### Task item
Look below for the line that has "M852,64L1003,0". Set down the lines from there through the line that has "M1765,312L1870,268", exactly as written.
──────────
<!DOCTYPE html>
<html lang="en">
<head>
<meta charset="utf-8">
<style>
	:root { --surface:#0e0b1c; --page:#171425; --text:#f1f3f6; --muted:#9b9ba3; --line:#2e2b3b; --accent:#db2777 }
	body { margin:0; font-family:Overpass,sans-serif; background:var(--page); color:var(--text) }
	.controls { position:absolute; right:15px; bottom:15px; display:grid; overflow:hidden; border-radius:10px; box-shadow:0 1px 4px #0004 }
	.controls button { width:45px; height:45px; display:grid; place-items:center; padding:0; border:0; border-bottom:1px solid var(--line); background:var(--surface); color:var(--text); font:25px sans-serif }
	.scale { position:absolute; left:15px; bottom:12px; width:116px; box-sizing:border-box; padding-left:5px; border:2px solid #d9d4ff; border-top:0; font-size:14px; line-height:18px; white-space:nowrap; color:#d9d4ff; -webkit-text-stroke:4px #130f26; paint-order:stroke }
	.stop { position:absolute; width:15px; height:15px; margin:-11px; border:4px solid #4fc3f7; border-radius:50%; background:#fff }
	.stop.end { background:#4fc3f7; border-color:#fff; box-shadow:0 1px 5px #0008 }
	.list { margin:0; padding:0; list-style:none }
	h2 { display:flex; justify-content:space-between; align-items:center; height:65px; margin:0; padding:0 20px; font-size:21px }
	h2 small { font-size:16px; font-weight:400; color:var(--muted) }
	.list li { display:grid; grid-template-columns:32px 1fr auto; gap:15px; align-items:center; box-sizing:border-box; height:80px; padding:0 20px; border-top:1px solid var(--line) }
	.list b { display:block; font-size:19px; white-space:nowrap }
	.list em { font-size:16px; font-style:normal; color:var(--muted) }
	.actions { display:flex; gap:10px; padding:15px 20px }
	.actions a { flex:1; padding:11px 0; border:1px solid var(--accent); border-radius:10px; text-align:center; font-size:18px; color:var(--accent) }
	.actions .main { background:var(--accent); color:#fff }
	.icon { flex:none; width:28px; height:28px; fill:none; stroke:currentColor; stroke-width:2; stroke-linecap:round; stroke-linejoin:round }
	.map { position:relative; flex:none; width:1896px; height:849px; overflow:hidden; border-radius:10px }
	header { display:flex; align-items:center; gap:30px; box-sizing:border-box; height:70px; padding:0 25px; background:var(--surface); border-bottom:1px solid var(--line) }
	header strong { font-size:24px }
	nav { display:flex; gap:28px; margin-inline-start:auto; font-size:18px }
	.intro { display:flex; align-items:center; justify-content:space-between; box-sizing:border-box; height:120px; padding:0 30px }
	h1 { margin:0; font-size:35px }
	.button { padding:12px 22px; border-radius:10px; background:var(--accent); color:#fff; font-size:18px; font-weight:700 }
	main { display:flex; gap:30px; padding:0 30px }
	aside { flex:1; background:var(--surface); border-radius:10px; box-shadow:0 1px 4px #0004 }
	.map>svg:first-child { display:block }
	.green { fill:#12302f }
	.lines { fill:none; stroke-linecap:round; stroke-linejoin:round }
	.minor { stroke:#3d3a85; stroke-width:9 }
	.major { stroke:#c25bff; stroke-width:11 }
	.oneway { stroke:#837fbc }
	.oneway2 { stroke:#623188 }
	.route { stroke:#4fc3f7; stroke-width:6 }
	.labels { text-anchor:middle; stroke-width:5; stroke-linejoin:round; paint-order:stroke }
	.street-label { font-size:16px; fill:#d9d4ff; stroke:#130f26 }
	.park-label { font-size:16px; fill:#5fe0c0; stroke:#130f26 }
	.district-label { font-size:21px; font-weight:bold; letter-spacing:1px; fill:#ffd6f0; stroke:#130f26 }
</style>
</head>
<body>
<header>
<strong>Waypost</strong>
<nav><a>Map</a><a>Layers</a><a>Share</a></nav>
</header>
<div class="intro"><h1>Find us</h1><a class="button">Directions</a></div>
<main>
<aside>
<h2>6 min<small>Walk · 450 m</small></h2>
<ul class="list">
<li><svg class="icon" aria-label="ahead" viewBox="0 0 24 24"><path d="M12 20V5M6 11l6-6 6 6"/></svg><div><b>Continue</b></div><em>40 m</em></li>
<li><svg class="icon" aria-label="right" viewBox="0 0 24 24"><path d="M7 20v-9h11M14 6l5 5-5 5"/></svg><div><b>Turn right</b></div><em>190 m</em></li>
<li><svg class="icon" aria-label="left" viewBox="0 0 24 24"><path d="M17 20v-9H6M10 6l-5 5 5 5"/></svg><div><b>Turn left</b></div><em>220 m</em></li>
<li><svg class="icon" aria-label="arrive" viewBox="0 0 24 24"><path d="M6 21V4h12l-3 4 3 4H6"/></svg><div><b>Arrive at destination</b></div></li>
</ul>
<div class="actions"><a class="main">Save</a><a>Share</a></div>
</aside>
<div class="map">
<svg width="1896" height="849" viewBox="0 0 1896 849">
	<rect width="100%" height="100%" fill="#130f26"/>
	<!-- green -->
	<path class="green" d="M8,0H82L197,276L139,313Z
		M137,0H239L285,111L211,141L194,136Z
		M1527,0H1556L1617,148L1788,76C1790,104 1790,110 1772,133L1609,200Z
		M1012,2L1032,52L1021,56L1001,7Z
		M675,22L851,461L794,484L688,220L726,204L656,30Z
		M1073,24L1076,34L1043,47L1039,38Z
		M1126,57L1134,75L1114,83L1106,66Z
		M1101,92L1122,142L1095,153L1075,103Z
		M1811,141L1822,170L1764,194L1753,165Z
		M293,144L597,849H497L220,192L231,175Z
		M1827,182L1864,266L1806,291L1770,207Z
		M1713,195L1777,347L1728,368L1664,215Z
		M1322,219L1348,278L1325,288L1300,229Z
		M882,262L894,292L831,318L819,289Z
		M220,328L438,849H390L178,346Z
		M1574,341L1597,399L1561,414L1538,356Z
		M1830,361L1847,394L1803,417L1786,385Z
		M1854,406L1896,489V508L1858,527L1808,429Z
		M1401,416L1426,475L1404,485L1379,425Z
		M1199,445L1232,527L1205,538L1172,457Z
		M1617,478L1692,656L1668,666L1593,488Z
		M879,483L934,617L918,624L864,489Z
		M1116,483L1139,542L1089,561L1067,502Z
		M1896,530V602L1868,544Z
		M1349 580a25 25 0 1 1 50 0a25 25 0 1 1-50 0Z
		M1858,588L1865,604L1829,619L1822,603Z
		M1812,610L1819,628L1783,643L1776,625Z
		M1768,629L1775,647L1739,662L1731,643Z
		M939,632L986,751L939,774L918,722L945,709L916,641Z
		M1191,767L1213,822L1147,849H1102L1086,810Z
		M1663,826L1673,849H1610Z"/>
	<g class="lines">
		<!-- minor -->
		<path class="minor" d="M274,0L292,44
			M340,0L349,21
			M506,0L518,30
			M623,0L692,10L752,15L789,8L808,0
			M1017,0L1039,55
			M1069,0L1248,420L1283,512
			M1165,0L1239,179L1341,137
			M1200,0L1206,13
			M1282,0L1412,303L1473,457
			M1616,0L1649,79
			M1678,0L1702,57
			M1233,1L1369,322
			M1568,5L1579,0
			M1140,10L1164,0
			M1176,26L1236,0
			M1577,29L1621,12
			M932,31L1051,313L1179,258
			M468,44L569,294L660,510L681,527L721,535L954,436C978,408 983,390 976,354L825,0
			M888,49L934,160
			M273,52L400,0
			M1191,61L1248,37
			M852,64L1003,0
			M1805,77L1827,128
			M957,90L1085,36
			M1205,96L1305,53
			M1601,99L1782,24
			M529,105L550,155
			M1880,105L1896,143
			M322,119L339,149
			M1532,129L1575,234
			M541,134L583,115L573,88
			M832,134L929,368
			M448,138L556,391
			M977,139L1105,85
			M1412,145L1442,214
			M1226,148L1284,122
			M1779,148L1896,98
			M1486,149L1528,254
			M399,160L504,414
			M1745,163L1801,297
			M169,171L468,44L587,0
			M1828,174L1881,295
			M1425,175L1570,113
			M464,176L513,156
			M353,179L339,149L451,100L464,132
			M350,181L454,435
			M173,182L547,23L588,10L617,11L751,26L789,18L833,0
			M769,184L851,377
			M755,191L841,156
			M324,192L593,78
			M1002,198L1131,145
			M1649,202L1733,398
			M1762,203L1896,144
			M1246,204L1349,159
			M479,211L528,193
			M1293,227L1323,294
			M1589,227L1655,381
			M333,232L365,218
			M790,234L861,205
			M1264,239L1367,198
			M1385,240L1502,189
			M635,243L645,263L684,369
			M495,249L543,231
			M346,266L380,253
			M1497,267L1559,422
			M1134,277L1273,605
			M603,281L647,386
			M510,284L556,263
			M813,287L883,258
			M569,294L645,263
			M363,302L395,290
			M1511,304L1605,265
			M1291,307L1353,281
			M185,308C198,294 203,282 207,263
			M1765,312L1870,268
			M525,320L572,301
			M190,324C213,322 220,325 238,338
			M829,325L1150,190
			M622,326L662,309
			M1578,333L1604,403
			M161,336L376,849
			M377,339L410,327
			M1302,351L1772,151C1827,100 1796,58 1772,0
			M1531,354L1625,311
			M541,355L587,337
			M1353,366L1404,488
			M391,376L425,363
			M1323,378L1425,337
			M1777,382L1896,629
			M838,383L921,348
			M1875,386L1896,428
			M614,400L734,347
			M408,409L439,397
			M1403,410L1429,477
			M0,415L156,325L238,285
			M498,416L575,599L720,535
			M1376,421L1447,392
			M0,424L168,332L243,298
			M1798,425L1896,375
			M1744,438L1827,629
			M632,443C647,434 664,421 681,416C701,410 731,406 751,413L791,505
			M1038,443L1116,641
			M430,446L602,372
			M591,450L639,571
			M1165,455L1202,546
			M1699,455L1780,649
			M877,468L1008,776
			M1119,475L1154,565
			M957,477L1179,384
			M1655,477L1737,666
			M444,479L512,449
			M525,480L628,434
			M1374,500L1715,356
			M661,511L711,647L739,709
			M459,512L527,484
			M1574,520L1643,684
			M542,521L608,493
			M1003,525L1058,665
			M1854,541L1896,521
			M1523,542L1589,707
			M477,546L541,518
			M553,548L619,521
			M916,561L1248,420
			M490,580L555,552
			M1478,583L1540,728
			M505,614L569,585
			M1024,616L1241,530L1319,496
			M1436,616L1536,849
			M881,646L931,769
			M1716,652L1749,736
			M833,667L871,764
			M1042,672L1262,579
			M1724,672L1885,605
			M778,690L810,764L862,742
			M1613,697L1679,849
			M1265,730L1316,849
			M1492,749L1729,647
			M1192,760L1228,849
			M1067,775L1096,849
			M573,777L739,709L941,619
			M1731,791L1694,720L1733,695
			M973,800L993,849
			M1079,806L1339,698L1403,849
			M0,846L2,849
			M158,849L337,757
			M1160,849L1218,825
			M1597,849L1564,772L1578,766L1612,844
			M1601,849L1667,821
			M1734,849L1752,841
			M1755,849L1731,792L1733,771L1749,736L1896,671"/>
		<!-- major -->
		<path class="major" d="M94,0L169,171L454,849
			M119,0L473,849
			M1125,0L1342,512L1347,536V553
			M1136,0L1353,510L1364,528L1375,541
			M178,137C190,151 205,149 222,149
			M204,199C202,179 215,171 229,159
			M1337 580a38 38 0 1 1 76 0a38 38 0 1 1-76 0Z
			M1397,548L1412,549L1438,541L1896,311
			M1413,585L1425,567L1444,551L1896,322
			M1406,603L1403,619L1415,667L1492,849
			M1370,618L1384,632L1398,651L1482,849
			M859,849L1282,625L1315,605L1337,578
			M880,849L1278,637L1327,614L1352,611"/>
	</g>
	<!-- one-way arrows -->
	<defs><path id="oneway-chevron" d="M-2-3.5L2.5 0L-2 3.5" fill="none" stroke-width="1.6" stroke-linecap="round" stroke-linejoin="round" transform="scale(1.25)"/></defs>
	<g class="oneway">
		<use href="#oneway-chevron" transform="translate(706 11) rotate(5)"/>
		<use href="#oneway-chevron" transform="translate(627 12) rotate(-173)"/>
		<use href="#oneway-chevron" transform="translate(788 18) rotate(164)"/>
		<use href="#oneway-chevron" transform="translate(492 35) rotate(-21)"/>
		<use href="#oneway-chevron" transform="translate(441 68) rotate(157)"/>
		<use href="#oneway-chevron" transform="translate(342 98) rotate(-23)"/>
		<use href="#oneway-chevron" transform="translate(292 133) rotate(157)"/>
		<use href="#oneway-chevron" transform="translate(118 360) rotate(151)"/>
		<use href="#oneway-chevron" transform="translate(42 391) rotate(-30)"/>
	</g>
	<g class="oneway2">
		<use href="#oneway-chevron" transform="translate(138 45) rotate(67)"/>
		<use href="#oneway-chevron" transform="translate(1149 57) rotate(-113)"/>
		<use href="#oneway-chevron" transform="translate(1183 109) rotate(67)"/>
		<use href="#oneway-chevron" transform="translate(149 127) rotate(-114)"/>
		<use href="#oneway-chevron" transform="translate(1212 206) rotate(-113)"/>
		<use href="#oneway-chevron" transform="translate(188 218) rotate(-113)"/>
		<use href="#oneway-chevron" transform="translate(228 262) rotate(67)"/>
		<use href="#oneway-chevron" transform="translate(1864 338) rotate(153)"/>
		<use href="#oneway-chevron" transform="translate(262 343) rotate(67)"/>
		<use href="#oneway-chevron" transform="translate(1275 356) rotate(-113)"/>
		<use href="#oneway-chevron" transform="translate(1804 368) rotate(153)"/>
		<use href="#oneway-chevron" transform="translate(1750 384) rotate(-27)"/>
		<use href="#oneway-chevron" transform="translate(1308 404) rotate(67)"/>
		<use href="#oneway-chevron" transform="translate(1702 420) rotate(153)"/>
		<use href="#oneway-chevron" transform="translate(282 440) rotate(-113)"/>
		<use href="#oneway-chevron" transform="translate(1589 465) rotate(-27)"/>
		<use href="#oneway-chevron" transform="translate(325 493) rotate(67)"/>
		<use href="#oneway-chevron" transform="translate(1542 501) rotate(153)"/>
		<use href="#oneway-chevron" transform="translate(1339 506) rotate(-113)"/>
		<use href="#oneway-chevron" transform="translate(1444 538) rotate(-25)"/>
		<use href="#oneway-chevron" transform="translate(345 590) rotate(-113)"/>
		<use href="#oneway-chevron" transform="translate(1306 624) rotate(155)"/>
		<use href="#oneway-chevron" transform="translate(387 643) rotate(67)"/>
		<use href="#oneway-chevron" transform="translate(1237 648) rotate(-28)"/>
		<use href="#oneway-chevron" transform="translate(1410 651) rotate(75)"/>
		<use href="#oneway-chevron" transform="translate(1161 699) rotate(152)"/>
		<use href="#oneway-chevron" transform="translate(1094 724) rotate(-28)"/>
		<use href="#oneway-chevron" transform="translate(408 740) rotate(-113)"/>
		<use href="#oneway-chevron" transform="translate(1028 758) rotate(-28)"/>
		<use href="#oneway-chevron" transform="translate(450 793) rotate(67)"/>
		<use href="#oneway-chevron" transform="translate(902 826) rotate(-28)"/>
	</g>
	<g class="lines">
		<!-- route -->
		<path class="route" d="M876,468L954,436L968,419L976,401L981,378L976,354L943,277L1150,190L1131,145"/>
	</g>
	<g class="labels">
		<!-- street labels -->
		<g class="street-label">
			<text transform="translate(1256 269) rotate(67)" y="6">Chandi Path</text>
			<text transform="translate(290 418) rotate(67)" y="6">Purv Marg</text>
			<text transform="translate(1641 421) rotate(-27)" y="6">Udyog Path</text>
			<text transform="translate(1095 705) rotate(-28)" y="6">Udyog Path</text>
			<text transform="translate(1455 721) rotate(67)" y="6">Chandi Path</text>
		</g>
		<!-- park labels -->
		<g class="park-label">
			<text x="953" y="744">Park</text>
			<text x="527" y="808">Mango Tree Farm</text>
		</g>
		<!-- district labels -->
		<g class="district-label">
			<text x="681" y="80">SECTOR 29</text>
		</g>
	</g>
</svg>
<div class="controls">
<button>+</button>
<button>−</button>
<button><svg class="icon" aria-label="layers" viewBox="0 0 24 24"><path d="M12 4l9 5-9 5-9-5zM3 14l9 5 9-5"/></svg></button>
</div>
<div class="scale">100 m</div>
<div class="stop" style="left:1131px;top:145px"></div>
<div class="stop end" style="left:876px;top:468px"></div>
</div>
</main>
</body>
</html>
──────────
### Written answer
			M852,64L1003,0
			M1805,77L1827,128
			M957,90L1085,36
			M1205,96L1305,53
			M1601,99L1782,24
			M529,105L550,155
			M1880,105L1896,143
			M322,119L339,149
			M1532,129L1575,234
			M541,134L583,115L573,88
			M832,134L929,368
			M448,138L556,391
			M977,139L1105,85
			M1412,145L1442,214
			M1226,148L1284,122
			M1779,148L1896,98
			M1486,149L1528,254
			M399,160L504,414
			M1745,163L1801,297
			M169,171L468,44L587,0
			M1828,174L1881,295
			M1425,175L1570,113
			M464,176L513,156
			M353,179L339,149L451,100L464,132
			M350,181L454,435
			M173,182L547,23L588,10L617,11L751,26L789,18L833,0
			M769,184L851,377
			M755,191L841,156
			M324,192L593,78
			M1002,198L1131,145
			M1649,202L1733,398
			M1762,203L1896,144
			M1246,204L1349,159
			M479,211L528,193
			M1293,227L1323,294
			M1589,227L1655,381
			M333,232L365,218
			M790,234L861,205
			M1264,239L1367,198
			M1385,240L1502,189
			M635,243L645,263L684,369
			M495,249L543,231
			M346,266L380,253
			M1497,267L1559,422
			M1134,277L1273,605
			M603,281L647,386
			M510,284L556,263
			M813,287L883,258
			M569,294L645,263
			M363,302L395,290
			M1511,304L1605,265
			M1291,307L1353,281
			M185,308C198,294 203,282 207,263
			M1765,312L1870,268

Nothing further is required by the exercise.